Assuming that the transistor is biased in the saturation region, we have I_{DQ} = K_{p}(V_{SG} + V_{T P})^{2} . Solving for the source-to-gate voltage, we find the required value of source-to-gate voltage to be
V_{SG} = \sqrt{\frac{I_{DQ}}{K_{p}}}  –  V_{T P} = \sqrt{\frac{100}{100}}  −  (−0.4)
or
V_{SG} = 1.4  V
We may note that the design value of
V_{SDQ} = 3  V \gt V_{SDQ} (sat) = V_{SGQ} + V_{T P} = 1.4  −  0.4 = 1  V
so that the transistor will be biased in the saturation region.

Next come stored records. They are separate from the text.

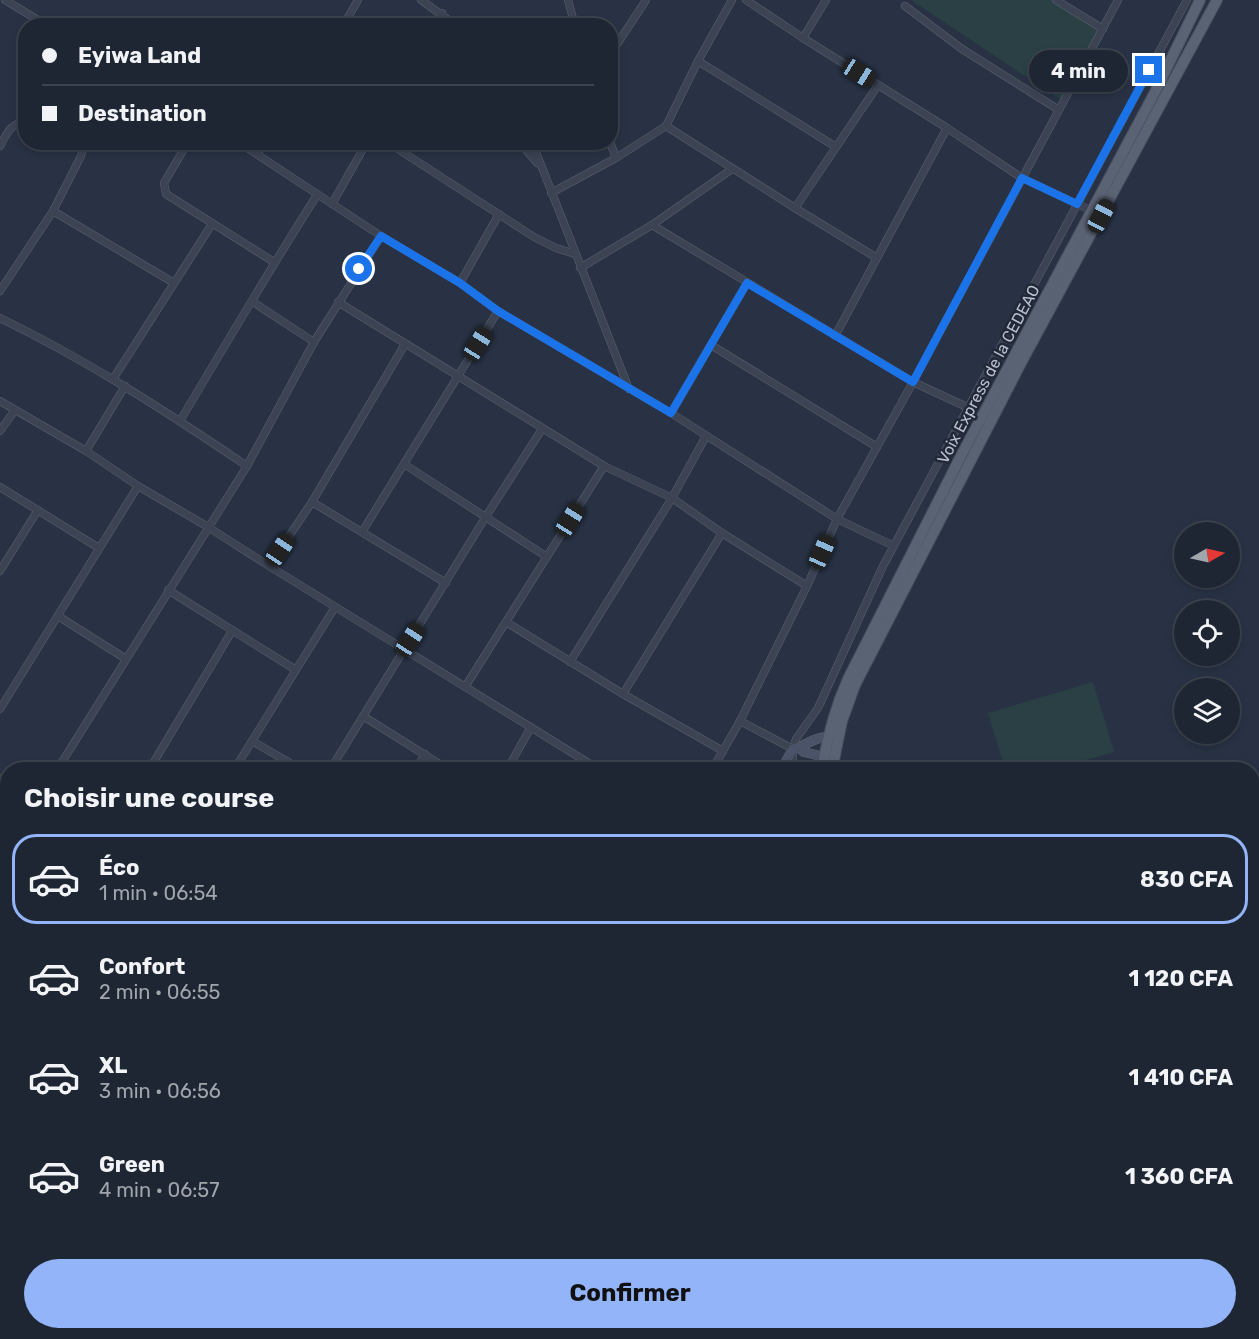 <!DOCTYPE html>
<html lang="fr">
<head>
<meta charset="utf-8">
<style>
	body { margin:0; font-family:Rubik,sans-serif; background:#262e3b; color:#f1f3f6; height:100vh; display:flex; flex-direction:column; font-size:22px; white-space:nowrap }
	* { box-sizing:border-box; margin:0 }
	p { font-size:20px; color:#a1a5ac }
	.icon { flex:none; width:33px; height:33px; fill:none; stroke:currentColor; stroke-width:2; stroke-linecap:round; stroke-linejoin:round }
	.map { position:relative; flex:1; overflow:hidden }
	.drawer { position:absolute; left:0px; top:762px; width:1260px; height:578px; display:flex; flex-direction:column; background:#1e2633; border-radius:24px 24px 0 0; box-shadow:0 3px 9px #0003,0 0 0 2px #3c434e }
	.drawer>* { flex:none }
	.top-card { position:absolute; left:18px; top:18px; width:600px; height:132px; border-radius:24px; box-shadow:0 3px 9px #0003,0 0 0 2px #3c434e; display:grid; align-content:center; height:132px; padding:0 24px; background:#1e2633 }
	.needle { width:39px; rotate:81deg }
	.buttons { position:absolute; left:1174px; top:522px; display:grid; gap:12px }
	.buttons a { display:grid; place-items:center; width:66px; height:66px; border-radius:50%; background:#1e2633; box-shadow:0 3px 9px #0003,0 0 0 2px #3c434e; font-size:30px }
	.end { position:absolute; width:27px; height:27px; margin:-14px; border:8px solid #1a73e8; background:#fff; box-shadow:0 0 0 3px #fff }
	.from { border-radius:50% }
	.bubble { position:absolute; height:42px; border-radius:21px; background:#1e2633; box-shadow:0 3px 9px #0003,0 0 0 2px #3c434e; font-size:20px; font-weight:700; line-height:42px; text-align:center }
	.car { position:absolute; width:18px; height:36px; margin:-18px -9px; border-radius:8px; box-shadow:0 0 4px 2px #0007; background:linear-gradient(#222 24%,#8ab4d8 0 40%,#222 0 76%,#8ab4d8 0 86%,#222 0) }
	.top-card b { display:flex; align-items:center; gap:21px; height:57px; font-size:22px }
	.top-card b+b { border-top:2px solid #3c434e }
	.top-card i { width:15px; height:15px; background:#f1f3f6 }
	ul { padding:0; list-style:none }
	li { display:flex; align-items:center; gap:18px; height:90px; margin:0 12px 9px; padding:0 12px; border:3px solid transparent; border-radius:24px }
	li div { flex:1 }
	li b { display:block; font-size:22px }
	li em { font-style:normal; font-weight:700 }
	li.selected { border-color:#93b4f8 }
	li>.icon { width:54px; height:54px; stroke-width:1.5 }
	h2 { padding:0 24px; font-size:27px; line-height:72px }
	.primary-button { display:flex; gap:12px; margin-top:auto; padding:12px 24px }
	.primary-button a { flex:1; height:69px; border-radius:36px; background:#93b4f8; color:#111; font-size:24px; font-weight:700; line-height:69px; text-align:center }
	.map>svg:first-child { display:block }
</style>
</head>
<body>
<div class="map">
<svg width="1259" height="1339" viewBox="0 0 1259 1339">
	<rect width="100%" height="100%" fill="#283244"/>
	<g fill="#2a4045">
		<path d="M911,0h142l46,29 -38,71z"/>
		<path d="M1093,682l21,70 -59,17h-50l-17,-56z"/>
	</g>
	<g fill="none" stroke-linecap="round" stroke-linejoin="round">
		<defs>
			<g id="street">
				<path d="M5,0l43,26"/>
				<path d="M421,0l36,26"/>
				<path d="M568,0l7,26"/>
				<path d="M746,0l57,38 144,90 75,50 68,32"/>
				<path d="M1056,0l47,29"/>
				<path d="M905,6l57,43 97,61"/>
				<path d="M343,26l15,-26"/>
				<path d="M435,26l7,-13"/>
				<path d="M803,38l23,-38"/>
				<path d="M610,55l36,-55"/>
				<path d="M698,61l138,86"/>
				<path d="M666,126l129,82 82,50"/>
				<path d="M188,142l-24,41 2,11 108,68"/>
				<path d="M238,142l143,94 79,47 38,28 173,102 166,106 57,27"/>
				<path d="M387,142l147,95 22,11 19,6"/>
				<path d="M519,142l18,21"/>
				<path d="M532,142l97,247"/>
				<path d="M610,142l6,16"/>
				<path d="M0,146c7,-12 10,-23 26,-24"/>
				<path d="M257,154l8,-12"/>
				<path d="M551,193l65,-35 50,-32 32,-65 34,-61"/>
				<path d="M332,204l35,-62"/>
				<path d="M795,208l83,-123"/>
				<path d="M53,211l121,72"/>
				<path d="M652,225l80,-56"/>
				<path d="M580,268l72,-43 261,157 56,26"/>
				<path d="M460,283l39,-69"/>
				<path d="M0,291l53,-80 28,-55 2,-7 -3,-7"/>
				<path d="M253,302l61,40"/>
				<path d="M338,302l266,164 68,32 50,35 85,53"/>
				<path d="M0,318c87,42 167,94 247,148"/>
				<path d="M835,336l112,-208"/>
				<path d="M711,345l166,102"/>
				<path d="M113,379l99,-155"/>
				<path d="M0,401l86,50 52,35"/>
				<path d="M671,413l76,-130"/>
				<path d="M180,421c45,-76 90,-152 137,-226"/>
				<path d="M0,431l15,-21"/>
				<path d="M86,451l39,-65"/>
				<path d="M404,464l143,93"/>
				<path d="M0,487l99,61"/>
				<path d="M312,502l134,81"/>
				<path d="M362,532l136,-221"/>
				<path d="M269,566l43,-64 93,-158"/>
				<path d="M0,571l38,-61"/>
				<path d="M168,590l128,80"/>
				<path d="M58,616l68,43"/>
				<path d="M506,622l117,72 100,57"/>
				<path d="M570,662l102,-164 34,-62"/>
				<path d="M465,687l139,-221"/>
				<path d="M623,694l99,-161"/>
				<path d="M0,709l138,-223 70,41 61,39 331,204"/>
				<path d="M363,716l86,54"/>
				<path d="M740,721l53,28"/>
				<path d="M252,741l50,29"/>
				<path d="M57,770l190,-304 67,-124 67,-106"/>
				<path d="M149,770l83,-139"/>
				<path d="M234,770l101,-163"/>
				<path d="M330,770l155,-252 57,-89"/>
				<path d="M416,770l9,-16"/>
				<path d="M507,770l24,-43"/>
				<path d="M712,770l28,-49 67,-135 30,-67 76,-137 205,-382"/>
				<path d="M793,770v-21l3,-10 22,-31 65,-142 304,-566"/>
				<path d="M0,778l8,5"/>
				<path d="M0,858l8,-11"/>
				<path d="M0,965l8,4"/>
				<path d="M0,1050l8,5"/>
				<path d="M0,1127l8,-22"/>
				<path d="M0,1268l8,2"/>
				<path d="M125,1332l3,7"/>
				<path d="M205,1332l3,7"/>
				<path d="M870,1332l2,7"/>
				<path d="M74,1339l16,-7"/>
				<path d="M255,1339l12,-7"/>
				<path d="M391,1339l3,-7"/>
				<path d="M573,1339l4,-7"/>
				<path d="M797,1339l4,-7"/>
			</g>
			<g id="secondary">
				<path d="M799,748l5,4 20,5"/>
				<path d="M781,770l12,-21c13,-3 23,-14 40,-12"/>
				<path d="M0,870l8,5"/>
				<path d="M750,1332l10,7"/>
				<path d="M480,1339l4,-7"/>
			</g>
			<g id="primary">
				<path d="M822,770c5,-32 13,-62 26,-91l114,-225 193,-362 45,-92"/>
				<path d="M832,770l10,-49 13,-36 166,-322 196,-363"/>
				<path d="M888,1332l2,7"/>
				<path d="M900,1332l1,7"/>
			</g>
		</defs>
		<use href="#street" stroke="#5b6271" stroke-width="8"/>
		<use href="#secondary" stroke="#5b6271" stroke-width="10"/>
		<use href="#primary" stroke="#464d5d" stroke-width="12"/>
		<use href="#street" stroke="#3c4454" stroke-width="7"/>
		<use href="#secondary" stroke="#4a5367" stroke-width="9"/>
		<use href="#primary" stroke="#5a6373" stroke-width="10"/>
	</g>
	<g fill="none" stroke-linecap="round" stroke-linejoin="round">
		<path stroke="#1a73e8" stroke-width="8" d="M359,269l22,-33 79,47 38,28 173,102 76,-130 166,99 109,-204 55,26 72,-134"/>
	</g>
	<g text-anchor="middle" stroke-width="5" stroke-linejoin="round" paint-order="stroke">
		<g font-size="16" fill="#bac0cd" stroke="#212939">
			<text transform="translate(988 374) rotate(-62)" y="6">Voix Express de la CEDEAO</text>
		</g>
	</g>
</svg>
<div class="buttons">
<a><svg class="needle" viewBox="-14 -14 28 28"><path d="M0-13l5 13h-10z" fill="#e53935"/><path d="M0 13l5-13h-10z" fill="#a1a5ac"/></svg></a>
<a><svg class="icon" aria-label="locate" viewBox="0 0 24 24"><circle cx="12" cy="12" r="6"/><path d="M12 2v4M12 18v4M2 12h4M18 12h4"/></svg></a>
<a><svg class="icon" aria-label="layers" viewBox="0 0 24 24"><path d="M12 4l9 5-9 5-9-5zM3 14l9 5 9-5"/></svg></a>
</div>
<i class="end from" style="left:359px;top:269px"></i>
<i class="end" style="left:1149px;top:70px"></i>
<div class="bubble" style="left:1029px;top:50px;width:99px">4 min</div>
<i class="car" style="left:859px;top:73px;rotate:122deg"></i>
<i class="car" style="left:1101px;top:216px;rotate:28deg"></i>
<i class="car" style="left:478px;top:344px;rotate:32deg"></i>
<i class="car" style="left:570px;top:520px;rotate:32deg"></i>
<i class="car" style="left:280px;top:550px;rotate:34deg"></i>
<i class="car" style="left:822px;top:552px;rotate:24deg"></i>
<i class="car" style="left:410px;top:640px;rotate:33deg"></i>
<div class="top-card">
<b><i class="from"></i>Eyiwa Land</b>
<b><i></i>Destination</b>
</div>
<section class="drawer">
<h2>Choisir une course</h2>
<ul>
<li class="selected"><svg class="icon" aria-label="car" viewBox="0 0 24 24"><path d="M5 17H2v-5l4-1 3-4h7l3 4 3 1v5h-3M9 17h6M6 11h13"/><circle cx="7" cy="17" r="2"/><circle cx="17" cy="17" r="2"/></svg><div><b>Éco</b><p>1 min · 06:54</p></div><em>830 CFA</em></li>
<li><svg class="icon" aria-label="car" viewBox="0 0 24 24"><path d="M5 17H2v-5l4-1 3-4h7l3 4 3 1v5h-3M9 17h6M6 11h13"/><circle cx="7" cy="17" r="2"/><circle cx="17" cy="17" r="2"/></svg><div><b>Confort</b><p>2 min · 06:55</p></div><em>1 120 CFA</em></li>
<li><svg class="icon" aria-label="car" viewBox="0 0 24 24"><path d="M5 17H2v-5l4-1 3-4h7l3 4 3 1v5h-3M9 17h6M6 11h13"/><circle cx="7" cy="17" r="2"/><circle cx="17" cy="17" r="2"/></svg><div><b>XL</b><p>3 min · 06:56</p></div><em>1 410 CFA</em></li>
<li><svg class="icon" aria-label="car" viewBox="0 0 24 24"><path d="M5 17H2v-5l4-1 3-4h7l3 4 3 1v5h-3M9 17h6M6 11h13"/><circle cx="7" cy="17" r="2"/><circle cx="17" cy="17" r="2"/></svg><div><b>Green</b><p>4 min · 06:57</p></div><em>1 360 CFA</em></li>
</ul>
<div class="primary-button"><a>Confirmer</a></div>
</section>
</div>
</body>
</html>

The voltage at the gate with respect to ground potential is found to be
V_{G} = V^{+}  −  V_{RS}  −  V_{SG} = 2.5  −  0.8  −  1.4 = 0.3  V
With V_{G} \gt 0, the resistor R_{2} will be the larger of the two bias resistors, so set R_{2} = 200  k\Omega. The current through R_{2} is then
I_{Bias} = \frac{V_{G}  −  V^{−}}{R_{2}} = \frac{0.3  −  (−2.5)}{200} = 0.014  mA
Since the current through R_{1} is the same, we can find the value of R_{1} to be
R_{1} = \frac{V^{+}  −  V_{G}}{I_{Bias}} = \frac{2.5  −  0.3}{0.014}
which yields
R_{1} = 157  k \Omega

The source resistor value is found from
R_{S} = \frac{V_{RS}}{I_{DQ}} = \frac{0.8}{0.1}
or
R_{S} = 8  k\Omega
The voltage at the drain terminal is
V_{D} = V^{+}  −  V_{RS}  −  V_{SD} = 2.5  −  0.8  −  3 = −1.3  V
Then the drain resistor value is found as
R_{D} = \frac{V_{D}  −  V^{−}}{I_{DQ}} = \frac{−1.3  −  (−2.5)}{0.1}
or
R_{D} = 12  k \Omega
Trade-offs: If the conduction parameter K_{p} varies by ±5%, the quiescent drain current I_{DQ} and the source-to-drain voltage V_{SDQ} will change. Using the resistor values found in the previous design, we find the following:

Comment: We may note that the variation in the Q-point values is smaller that the variation in K_{p}. Including the source resistor R_{S} tends to stabilize the Q-point.